The PPG sensor on the palmar side of the wrist measures the arterioles near the anterior interosseous artery, and the PPG sensor on the dorsal side of the wrist measures the arterioles near the posterior interosseous artery. Both arteries are branches of the common interosseous artery, such that many communications exist between them, and these communications can be observed by means of a periosteal network on the palmar aspect of the forearm24. This correlation, together with the fact that the distances from the measurement locations on both arteries to the branch of the brachial artery are essentially the same, ensures the temporal synchronization of blood flow changes at both measurement locations. Therefore, the stroke volume can be reflected in the difference of blood flows between the two vessels. Since the two PPG sensors are worn on the same wrist, the skin color, tissue, and muscle have similar effects on light absorption. The differential operation can reduce the effect of these personal features. Therefore, the DC difference of dual PPG sensor signals can reflect the stroke volume information, and differential processing can also eliminate the offset influence of hydrostatic pressure caused by gravity. This dual PPG method can reduce the personal differences in PPG signals caused by different people and different wearing conditions. In addition to the DC component of the PPG signal, the AC component can also be used for pulse waveform analysis. Physical characteristics such as the subject’s heart rate, weight, age, height, sex, and body mass index also help to estimate blood pressure. Another important aspect of device performance is the wearing condition. When the PPG sensor is worn on the wrist, the light absorption ratio of the skin, muscle, and blood vessel changes with the contact pressure25,26,27,28, which affects the baseline and waveform of the PPG signal. The contact pressure between the PPG sensor and the skin can be detected using our custom-made thermosensation-based interface sensor29. Meanwhile, our interface sensor can also measure skin temperature. A negative correlation has been reported between blood pressure and skin temperature30,31.

Based on the above analysis, we utilize the DC difference of dual PPG signals at the wrist, contact pressure signals detected by the interface sensor, and subjects’ physical characteristics to estimate SBP. We further utilize the DC difference and waveform features of dual PPG signals at the wrist, contact pressure signals, and subjects’ physical characteristics to estimate DBP. Therein, our estimation method uses data fusion based on machine learning.

Device design

The device is designed similar to a wristwatch, as shown in Fig. 1b, d, e.
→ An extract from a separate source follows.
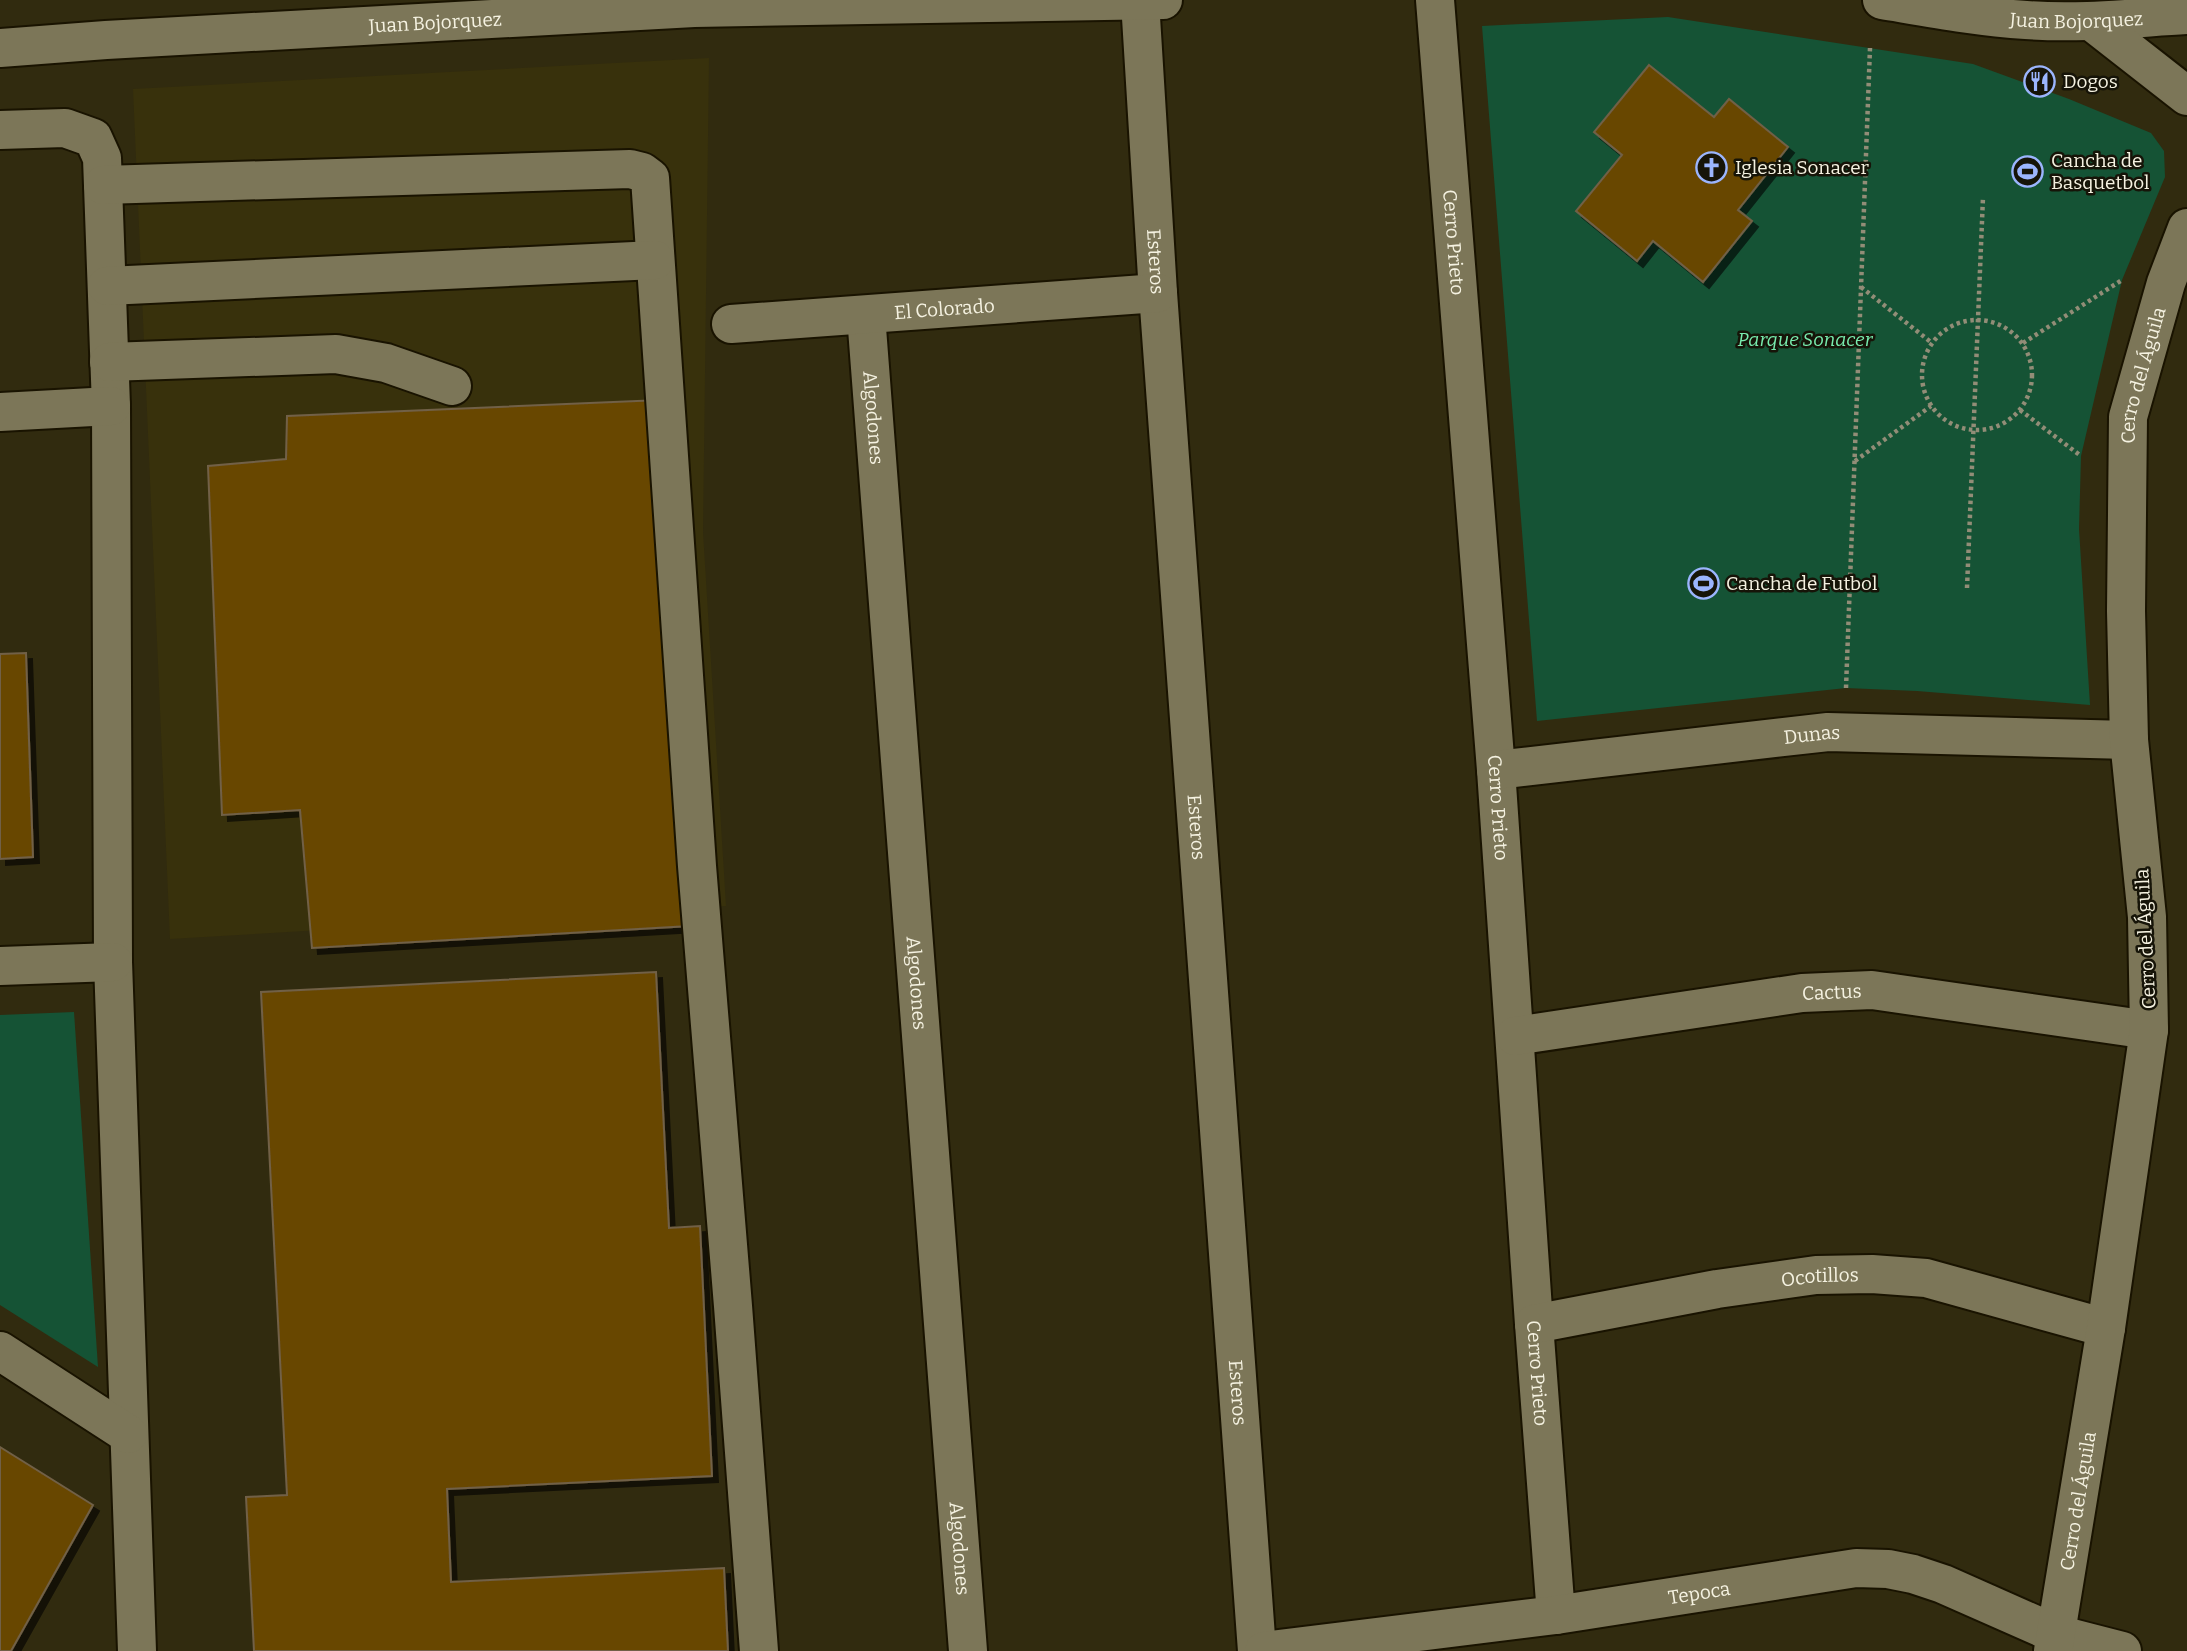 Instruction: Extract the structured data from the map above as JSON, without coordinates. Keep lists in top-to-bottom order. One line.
{"streets":{"street":["Juan Bojorquez","Cerro Prieto","Esteros","El Colorado","Cerro del Águila","Algodones","Dunas","Cactus","Ocotillos","Tepoca"]},"crossings":[["Juan Bojorquez","Esteros"],["Cerro Prieto","Dunas"],["Cerro Prieto","Cactus"],["Cerro Prieto","Ocotillos"],["Cerro Prieto","Tepoca"],["Esteros","El Colorado"],["El Colorado","Algodones"],["Cerro del Águila","Dunas"],["Cerro del Águila","Cactus"],["Cerro del Águila","Ocotillos"],["Cerro del Águila","Tepoca"]],"parks":["Parque Sonacer"],"places":{"restaurant":["Dogos"],"church":["Iglesia Sonacer"],"sports":["Cancha de Basquetbol","Cancha de Futbol"]}}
The device case is made of resin and 3D printed (3.8 cm diameter, 1.3 cm thickness). Two sets of PPG sensors and interface sensors are mounted on the back surface of the wristwatch device and the wristband, respectively, which are utilized to measure the arterial pulse PPG signals and wear pressures on opposite sides of the wrist. The PPG sensor is a reflectance type (MAX30101, Maxim) with a photodetector and a 525 nm (green) LED. The interface sensor is coplanar with the PPG sensor. The circuit of the sensors is composed of an analog circuit and a digital circuit, and its schematic diagram is shown in Fig. 2a. The analog circuit is mainly used to amplify and filter the interface sensor signals. Output signals of all sensors are collected by a microcontroller unit (MCU: STM32L452, STMicroelectronics) via an analog-to-digital converter (ADS124S06, Texas Instruments). A Bluetooth low energy module (DA14580, Dialog Semiconductor) is used for data communication between the device and a PC. The sampling rates of the PPG sensors and interface sensors were 1 kHz and 125 Hz, respectively. The wearable device has a power consumption of 290 mW. A rechargeable lithium-ion battery is used for the power supply. The device can work continuously for more than 4 h using a 300 mAh lithium-ion battery. The circuit has a battery charger IC, and the battery can be charged through the Micro-B USB connector plug.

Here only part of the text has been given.